The Prime Minister has been facing criticism for not involving Parliament in the decision for the UK to join the USA and France in air attacks on Syria, following President Assad’s alleged illegal use of chemical warfare on his own people as the vicious civil war rages on.
But she found herself caught between a rock and a hard place. On the face of it, it seems that to bypass Parliament in reaching such a momentous decision was at odds with all the tenets of democracy. But what was she to do? The operation needed to be carried out quickly, to ensure the Syrian regime had as little time as possible to prepare to combat this onslaught from the West. The delay that would have occurred if Parliamentary approval had to be sought could have endangered the whole operation, and also, if Parliament had said no, it would have given Russia an opportunity to claim a split in the West on this issue. Parliament was still in the Easter recess, so a reassembly would have delayed matters even further.
Worse still, the vote could easily have been lost. And that could have further weakened Mrs May’s dwindling authority as Tory leader.
So it seemed the right thing to go ahead as she did, to ensure President
Assad was aware of the detestation in the West about his alleged illegal activities. The Prime Minister has struck the right note by saying this is not about regime change or interfering in a foreign civil war. It was simply a warning to Assad that he had better not do it again – or else.
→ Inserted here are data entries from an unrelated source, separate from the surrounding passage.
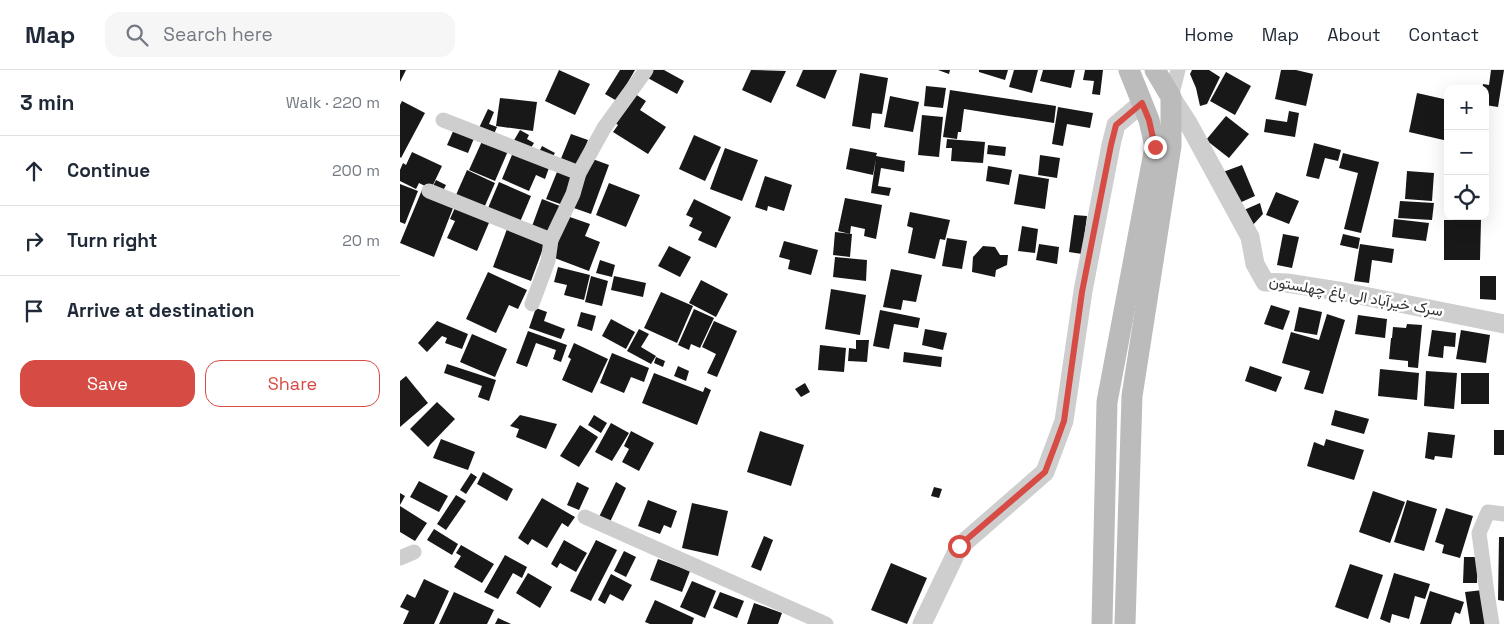 <!DOCTYPE html>
<html lang="en">
<head>
<meta charset="utf-8">
<style>
  body { margin:0; font-family:"Space Grotesk",Vazirmatn,sans-serif; background:#f6f6f7; color:#1f2937 }
  .controls { position:absolute; right:15px; top:15px; display:grid; overflow:hidden; border-radius:10px; box-shadow:0 5px 20px #0002 }
  .controls button { width:45px; height:45px; display:grid; place-items:center; padding:0; border:0; border-bottom:1px solid #e0e1e3; background:#fff; color:#1f2937; font:25px sans-serif }
  .stop { position:absolute; width:15px; height:15px; margin:-11px; border:4px solid #d64c44; border-radius:50%; background:#fff }
  .stop.end { background:#d64c44; border-color:#fff; box-shadow:0 1px 5px #0008 }
  .list { margin:0; padding:0; list-style:none }
  h2 { display:flex; justify-content:space-between; align-items:center; height:65px; margin:0; padding:0 20px; font-size:21px }
  h2 small { font-size:16px; font-weight:400; color:#747a83 }
  .list li { display:grid; grid-template-columns:32px 1fr auto; gap:15px; align-items:center; box-sizing:border-box; height:70px; padding:0 20px; border-top:1px solid #e0e1e3 }
  .list b { display:block; font-size:19px; white-space:nowrap }
  .list em { font-size:16px; font-style:normal; color:#747a83 }
  .actions { display:flex; gap:10px; padding:15px 20px }
  .actions a { flex:1; padding:11px 0; border:1px solid #d64c44; border-radius:15px; text-align:center; font-size:18px; color:#d64c44 }
  .actions .main { background:#d64c44; color:#fff }
  .icon { flex:none; width:28px; height:28px; fill:none; stroke:currentColor; stroke-width:2; stroke-linecap:round; stroke-linejoin:round }
  .map { position:relative; flex:none; width:1104px; height:554px; overflow:hidden }
  header { display:flex; align-items:center; gap:30px; box-sizing:border-box; height:70px; padding:0 25px; background:#fff; border-bottom:1px solid #e0e1e3 }
  header strong { font-size:24px }
  nav { display:flex; gap:28px; margin-inline-start:auto; font-size:18px }
  .search { width:350px; height:45px; background:#f6f6f7; display:flex; align-items:center; gap:12px; box-sizing:border-box; padding:0 18px; border-radius:15px; color:#747a83; font-size:19px }
  main { display:flex }
  aside { flex:1; background:#fff }
  .map>svg:first-child { display:block }
  .building { fill:#181818 }
  .lines { fill:none; stroke-linecap:round; stroke-linejoin:round }
  .minor { stroke:#cecece; stroke-width:15 }
  .tertiary { stroke:#cecece; stroke-width:19 }
  .secondary { stroke:#bbb; stroke-width:21 }
  .route { stroke:#d64c44; stroke-width:6 }
  .labels { text-anchor:middle; stroke-width:5; stroke-linejoin:round; paint-order:stroke }
  .street-label { font-size:15px; fill:#313131; stroke:#fff }
</style>
</head>
<body>
<header>
<strong>Map</strong>
<div class="search"><svg class="icon" aria-label="search" viewBox="0 0 24 24"><circle cx="10" cy="10" r="6"/><path d="M15 15l6 6"/></svg>Search here</div>
<nav><a>Home</a><a>Map</a><a>About</a><a>Contact</a></nav>
</header>
<main>
<aside>
<h2>3 min<small>Walk · 220 m</small></h2>
<ul class="list">
<li><svg class="icon" aria-label="ahead" viewBox="0 0 24 24"><path d="M12 20V5M6 11l6-6 6 6"/></svg><div><b>Continue</b></div><em>200 m</em></li>
<li><svg class="icon" aria-label="right" viewBox="0 0 24 24"><path d="M7 20v-9h11M14 6l5 5-5 5"/></svg><div><b>Turn right</b></div><em>20 m</em></li>
<li><svg class="icon" aria-label="arrive" viewBox="0 0 24 24"><path d="M6 21V4h12l-3 4 3 4H6"/></svg><div><b>Arrive at destination</b></div></li>
</ul>
<div class="actions"><a class="main">Save</a><a>Share</a></div>
</aside>
<div class="map">
<svg width="1104" height="554" viewBox="0 0 1104 554">
  <rect width="100%" height="100%" fill="#fff"/>
  <g class="building">
    <path d="M0 0H6L0 12Z"/>
    <path d="M159 0 190 14 175 45 145 31Z"/>
    <path d="M220 0H235L217 31 205 24Z"/>
    <path d="M250 0H264L284 11 277 24 246 7Z"/>
    <path d="M351 0 386 1 371 33 342 20Z"/>
    <path d="M403 0H437L425 29 396 16Z"/>
    <path d="M538 0H550L549 4Z"/>
    <path d="M579 0H608L605 10 579 2Z"/>
    <path d="M614 0H638L632 23 609 17Z"/>
    <path d="M643 0H675L671 18 640 11Z"/>
    <path d="M685 0H703L700 25 692 24 694 11 683 10Z"/>
    <path d="M792 0H809L820 7 807 34 800 36 796 18 790 4Z"/>
    <path d="M881 0H896L913 4 906 36 875 29Z"/>
    <path d="M1091 0H1104L1098 37 1085 35V19H1082L1083 14 1089 15Z"/>
    <path d="M826 2 851 16 835 45 810 31Z"/>
    <path d="M460 3 488 8 482 44 472 43 470 59 452 56Z"/>
    <path d="M526 16 546 18 543 38 524 36Z"/>
    <path d="M550 20 656 36 654 53 564 39 561 62H558L557 69 543 67Z"/>
    <path d="M232 22 246 31 240 40 266 57 248 84 213 62 218 55 212 51Z"/>
    <path d="M1017 23 1048 30V53L1045 67 1048 61V71L1009 62Z"/>
    <path d="M490 26 519 32 513 62 484 57Z"/>
    <path d="M100 28 137 32 133 61 96 56Z"/>
    <path d="M2 31 25 43 1 88 0 87V35Z"/>
    <path d="M658 37 693 43 690 58 667 54 663 76 652 74Z"/>
    <path d="M88 39 94 42 89 54 97 57 94 64 79 58Z"/>
    <path d="M889 41 899 43 895 67 864 62 866 49 887 52Z"/>
    <path d="M522 45 543 47 539 87 518 85Z"/>
    <path d="M826 46 849 64 829 88 806 70Z"/>
    <path d="M55 57 75 66 68 83 47 75Z"/>
    <path d="M120 60 129 65 127 69 134 73 129 81 113 72Z"/>
    <path d="M171 64 188 70 177 98 160 91Z"/>
    <path d="M294 65 321 77 305 111 279 99Z"/>
    <path d="M83 69 108 81 95 111 69 100Z"/>
    <path d="M547 69 585 72 583 93 551 91 552 78H546Z"/>
    <path d="M914 73 941 80 938 91 925 88 919 109 906 106Z"/>
    <path d="M588 75 606 77 605 86 587 84Z"/>
    <path d="M142 76 155 83 151 89 139 82Z"/>
    <path d="M325 78 358 90 342 131 310 119Z"/>
    <path d="M450 78 477 83 476 86 505 91 504 102 481 98 478 116 491 118 489 126 471 123 476 89 473 105 446 99Z"/>
    <path d="M114 80 150 95 145 109 136 105 129 121 102 109Z"/>
    <path d="M12 82 42 96 31 119 19 113 16 119 0 111V100L3 93 6 95Z"/>
    <path d="M943 83 979 92 961 163 944 159 958 103 939 98Z"/>
    <path d="M640 85 660 88 657 108 638 105Z"/>
    <path d="M1085 85H1089L1086 101 1085 100Z"/>
    <path d="M190 88 209 95 191 144 171 137Z"/>
    <path d="M842 95 855 126 837 134 823 102Z"/>
    <path d="M588 96 612 100 609 115 586 111Z"/>
    <path d="M159 97 175 104 163 135 146 129Z"/>
    <path d="M67 100 95 113 84 138 56 125Z"/>
    <path d="M1007 101 1034 103 1032 131 1005 129Z"/>
    <path d="M619 104 649 109 645 139 614 134Z"/>
    <path d="M365 106 392 115 384 141 368 136 367 141 355 137Z"/>
    <path d="M36 110 46 115 42 123 32 118Z"/>
    <path d="M99 112 131 126 120 152 88 138Z"/>
    <path d="M209 113 240 125 226 157 196 145Z"/>
    <path d="M0 114 18 121 5 154 0 152Z"/>
    <path d="M22 120 55 133 34 187 0 173Z"/>
    <path d="M876 122 899 131 889 154 866 145Z"/>
    <path d="M445 128 482 135 476 169 464 166 465 159 451 156 450 164 438 161Z"/>
    <path d="M142 129 160 136 148 166 131 159Z"/>
    <path d="M294 129 331 147 316 178 298 170 302 162 289 156 293 148 286 145Z"/>
    <path d="M1000 131 1034 133 1032 150 998 148Z"/>
    <path d="M57 133 91 148 77 181 47 168 55 151 50 149Z"/>
    <path d="M860 133 863 144 851 157 844 140Z"/>
    <path d="M510 142 550 150 545 170 540 169 535 189 508 183 513 158 507 156Z"/>
    <path d="M674 145 687 146 682 184 669 182Z"/>
    <path d="M167 146 190 154 185 166 200 172 189 201 152 187Z"/>
    <path d="M994 149 1029 153 1026 171 992 167Z"/>
    <path d="M1044 150H1081L1080 190H1044Z"/>
    <path d="M622 156 638 159 635 183 618 181Z"/>
    <path d="M107 159 145 173 131 211 93 197Z"/>
    <path d="M435 162 452 164 450 187 433 185Z"/>
    <path d="M883 164 899 167 892 198 877 195Z"/>
    <path d="M943 164 960 168 958 179 940 175Z"/>
    <path d="M547 168 567 171 562 199 542 196Z"/>
    <path d="M384 171 418 180 411 205 388 199 390 190 379 187Z"/>
    <path d="M639 174 659 177 657 194 636 190Z"/>
    <path d="M960 174 994 179 992 193 972 190 969 213 954 211Z"/>
    <path d="M269 176 291 187 280 207 258 196Z"/>
    <path d="M583 176 595 177 600 185H608L607 195 596 200 595 207 572 202 573 187Z"/>
    <path d="M435 187 467 190 466 211 433 207Z"/>
    <path d="M200 190 215 195 212 207 196 203Z"/>
    <path d="M158 197 190 205 184 230 164 225 167 215 154 212Z"/>
    <path d="M491 199 522 205 516 232 503 230 501 240 483 237Z"/>
    <path d="M88 202 127 220 118 239 109 235 96 263 66 249Z"/>
    <path d="M191 206 208 211 202 236 185 232Z"/>
    <path d="M214 206 246 213 243 227 211 220Z"/>
    <path d="M1080 206H1096V230L1080 229Z"/>
    <path d="M301 210 328 224 316 247 289 233Z"/>
    <path d="M431 219 466 225 460 265 425 259Z"/>
    <path d="M261 222 293 236 277 273 244 258Z"/>
    <path d="M871 235 890 241 883 260 864 254Z"/>
    <path d="M899 237 922 242 917 265 894 261Z"/>
    <path d="M136 238 147 242 144 251 165 259 161 269 129 258Z"/>
    <path d="M294 239 314 248 300 278 291 274 289 280 278 275Z"/>
    <path d="M480 240 520 248 518 258 494 254 489 279 473 276Z"/>
    <path d="M181 242 196 246 192 261 177 256Z"/>
    <path d="M927 244 945 250 923 324 904 319 910 301 882 293 891 262 919 270Z"/>
    <path d="M958 245 987 249 985 268 955 264Z"/>
    <path d="M211 249 235 262 226 279 202 266Z"/>
    <path d="M37 251 68 264 62 279 45 273 47 268 42 266 27 282 18 273Z"/>
    <path d="M314 251 337 261 317 307 307 303 316 284 302 277Z"/>
    <path d="M1007 254 1022 255 1018 298 1008 297V291L989 289 991 268H992L993 257 1006 258Z"/>
    <path d="M239 259 249 264 241 277 256 286 251 294 227 281Z"/>
    <path d="M525 259 547 263 543 280 522 275Z"/>
    <path d="M1032 260 1056 263 1055 277 1044 276 1043 288 1028 286Z"/>
    <path d="M1061 260 1090 265 1086 293 1056 289Z"/>
    <path d="M128 261 167 275 161 292 153 289 156 280 136 273 127 297 116 293Z"/>
    <path d="M72 264 107 279 95 307 60 292Z"/>
    <path d="M456 270H469L467 292 448 291 449 278 456 279Z"/>
    <path d="M174 273 208 289 192 323 162 310 171 289 168 287Z"/>
    <path d="M420 275 446 278 444 302 418 300Z"/>
    <path d="M504 282 542 287 541 297 503 292Z"/>
    <path d="M212 283 249 298 244 312 231 307 224 323 200 313Z"/>
    <path d="M256 287 265 291 263 297 254 293Z"/>
    <path d="M47 294 96 310 89 331 78 327 82 316 44 303Z"/>
    <path d="M278 296 289 301 286 311 274 306Z"/>
    <path d="M850 296 882 307 876 322 845 311Z"/>
    <path d="M980 299 1019 303 1017 330 978 326Z"/>
    <path d="M1026 301 1057 303 1054 339 1024 336Z"/>
    <path d="M254 303 303 322 305 317 311 320 297 355 242 333Z"/>
    <rect x="1061" y="303" width="28" height="31"/>
    <path d="M6 306 28 333 0 357V311Z"/>
    <path d="M405 313 410 322 401 327 395 319Z"/>
    <path d="M37 332 55 349 28 377 10 359Z"/>
    <path d="M935 340 969 349 964 364 931 355Z"/>
    <path d="M120 345 157 354 146 379 116 367 119 359 110 356Z"/>
    <path d="M194 345 207 353 201 363 188 355Z"/>
    <path d="M211 353 229 363 212 391 195 382Z"/>
    <path d="M180 355 198 367 179 397 160 386Z"/>
    <rect x="1094" y="360" width="10" height="25"/>
    <path d="M231 361 254 373 239 401 222 392 229 379 224 376Z"/>
    <path d="M360 361 404 375 391 416 347 402Z"/>
    <path d="M1028 362 1055 365 1052 388 1035 386 1034 390 1025 388Z"/>
    <path d="M41 369 75 382 68 400 33 388Z"/>
    <path d="M926 369 964 380 954 410 907 396 914 372 924 376Z"/>
    <path d="M83 402 113 419 107 431 77 414Z"/>
    <path d="M71 403 77 407 66 424 60 420Z"/>
    <path d="M19 411 48 426 39 442 10 427Z"/>
    <path d="M177 412 189 418 179 440 167 435Z"/>
    <path d="M216 412 226 418 210 452 199 447Z"/>
    <path d="M534 417 542 419 539 428 531 426Z"/>
    <path d="M973 421 1005 432 990 473 959 462Z"/>
    <path d="M0 423 5 426 0 435Z"/>
    <path d="M56 425 66 431 46 460 37 454Z"/>
    <path d="M142 428 175 447 168 457 162 453 147 478 132 469 128 475 118 468Z"/>
    <path d="M248 430 277 441 271 458 264 455 260 464 238 456Z"/>
    <path d="M1007 430 1037 439 1024 481 994 472Z"/>
    <path d="M292 433 328 441 318 486 282 478Z"/>
    <path d="M0 436 27 453 15 471 0 462Z"/>
    <path d="M1046 438 1073 446 1060 488 1042 483 1044 475 1035 472Z"/>
    <path d="M34 459 58 474 52 485 27 470Z"/>
    <path d="M364 466 373 470 361 501 351 497Z"/>
    <path d="M1099 467H1104V531L1098 530Z"/>
    <path d="M164 470 187 483 176 502 160 493 157 498 151 494Z"/>
    <path d="M196 470 217 480 191 531 170 521Z"/>
    <path d="M61 475 94 494 82 513 54 497 61 486 56 483Z"/>
    <path d="M224 481 236 487 226 507 214 501Z"/>
    <path d="M105 485 127 497 122 508 113 503 98 529 84 522Z"/>
    <path d="M1064 487H1078L1077 513H1063Z"/>
    <path d="M258 489 290 501 282 522 250 510Z"/>
    <path d="M491 493 527 508 507 554 471 540Z"/>
    <path d="M950 494 983 505 968 549 935 537Z"/>
    <path d="M128 503 152 517 140 538 116 523Z"/>
    <path d="M994 503 1030 514 1025 529 1015 526 1009 549 992 544 990 553 980 549Z"/>
    <path d="M211 504 232 515 223 531 210 524 205 534 198 530Z"/>
    <path d="M24 509 49 521 34 554H3L9 541 0 537 7 524 15 528Z"/>
    <path d="M292 511 316 521 305 548 280 537Z"/>
    <path d="M1083 520 1088 554H1070L1065 522Z"/>
    <path d="M1030 521 1064 532 1060 544 1055 542 1051 554H1020Z"/>
    <path d="M54 522 94 540 87 554H39Z"/>
    <path d="M320 522 344 531 337 548 313 538Z"/>
    <path d="M255 530 294 548 292 554H250L245 552Z"/>
    <path d="M354 533 382 543 378 554H347Z"/>
    <path d="M98 548 111 554H95Z"/>
  </g>
  <g class="lines">
    <g class="minor">
      <path d="M771 27 778 0"/>
      <path d="M43 50 179 103"/>
      <path d="M29 121 151 170"/>
      <path d="M132 234 148 191 151 170 173 124 179 103 204 58 246 0"/>
      <path d="M185 447 426 554"/>
      <path d="M0 488 14 482"/>
      <path d="M1092 554 1087 523 1079 463 1088 442 1104 444"/>
    </g>
    <g class="tertiary">
      <path d="M771 27 788 53 850 167 855 194 865 212 887 213 944 222 1104 254"/>
      <path d="M522 554 559 477 645 402 664 351 683 221 711 75 716 55 742 33"/>
    </g>
    <g class="secondary">
      <path d="M702 554 707 332 755 77 749 50 729 0"/>
      <path d="M725 554 732 326 771 76V27L755 0"/>
    </g>
  </g>
  <g class="lines">
    <path class="route" d="M559 476 645 402 656 373 664 351 682 222 711 75 716 55 742 33 749 50 755 77"/>
  </g>
  <g class="labels">
    <g class="street-label">
      <text transform="translate(956 226) rotate(10)" y="5">سرک خیرآباد الی باغ چهلستون</text>
    </g>
  </g>
</svg>
<div class="controls">
<button>+</button>
<button>−</button>
<button><svg class="icon" aria-label="locate" viewBox="0 0 24 24"><circle cx="12" cy="12" r="6"/><path d="M12 2v4M12 18v4M2 12h4M18 12h4"/></svg></button>
</div>
<div class="stop" style="left:559px;top:476px"></div>
<div class="stop end" style="left:755px;top:77px"></div>
</div>
</main>
</body>
</html>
- The dire financial straits in which the National Health Service finds itself can only be worsened by the failure of foreigners who have received treatment to pay for it. The NHS is owed £150m by tourists, who have not paid a penny towards the service. Perhaps some arrangements could be made to stop backsliders from leaving the country until they have paid up. It is wrong that the NHS should have to act as debt collectors, so a way must be found to ensure that those selfish people should somehow be compelled to pay up for a service to which they have not contributed even a brass farthing.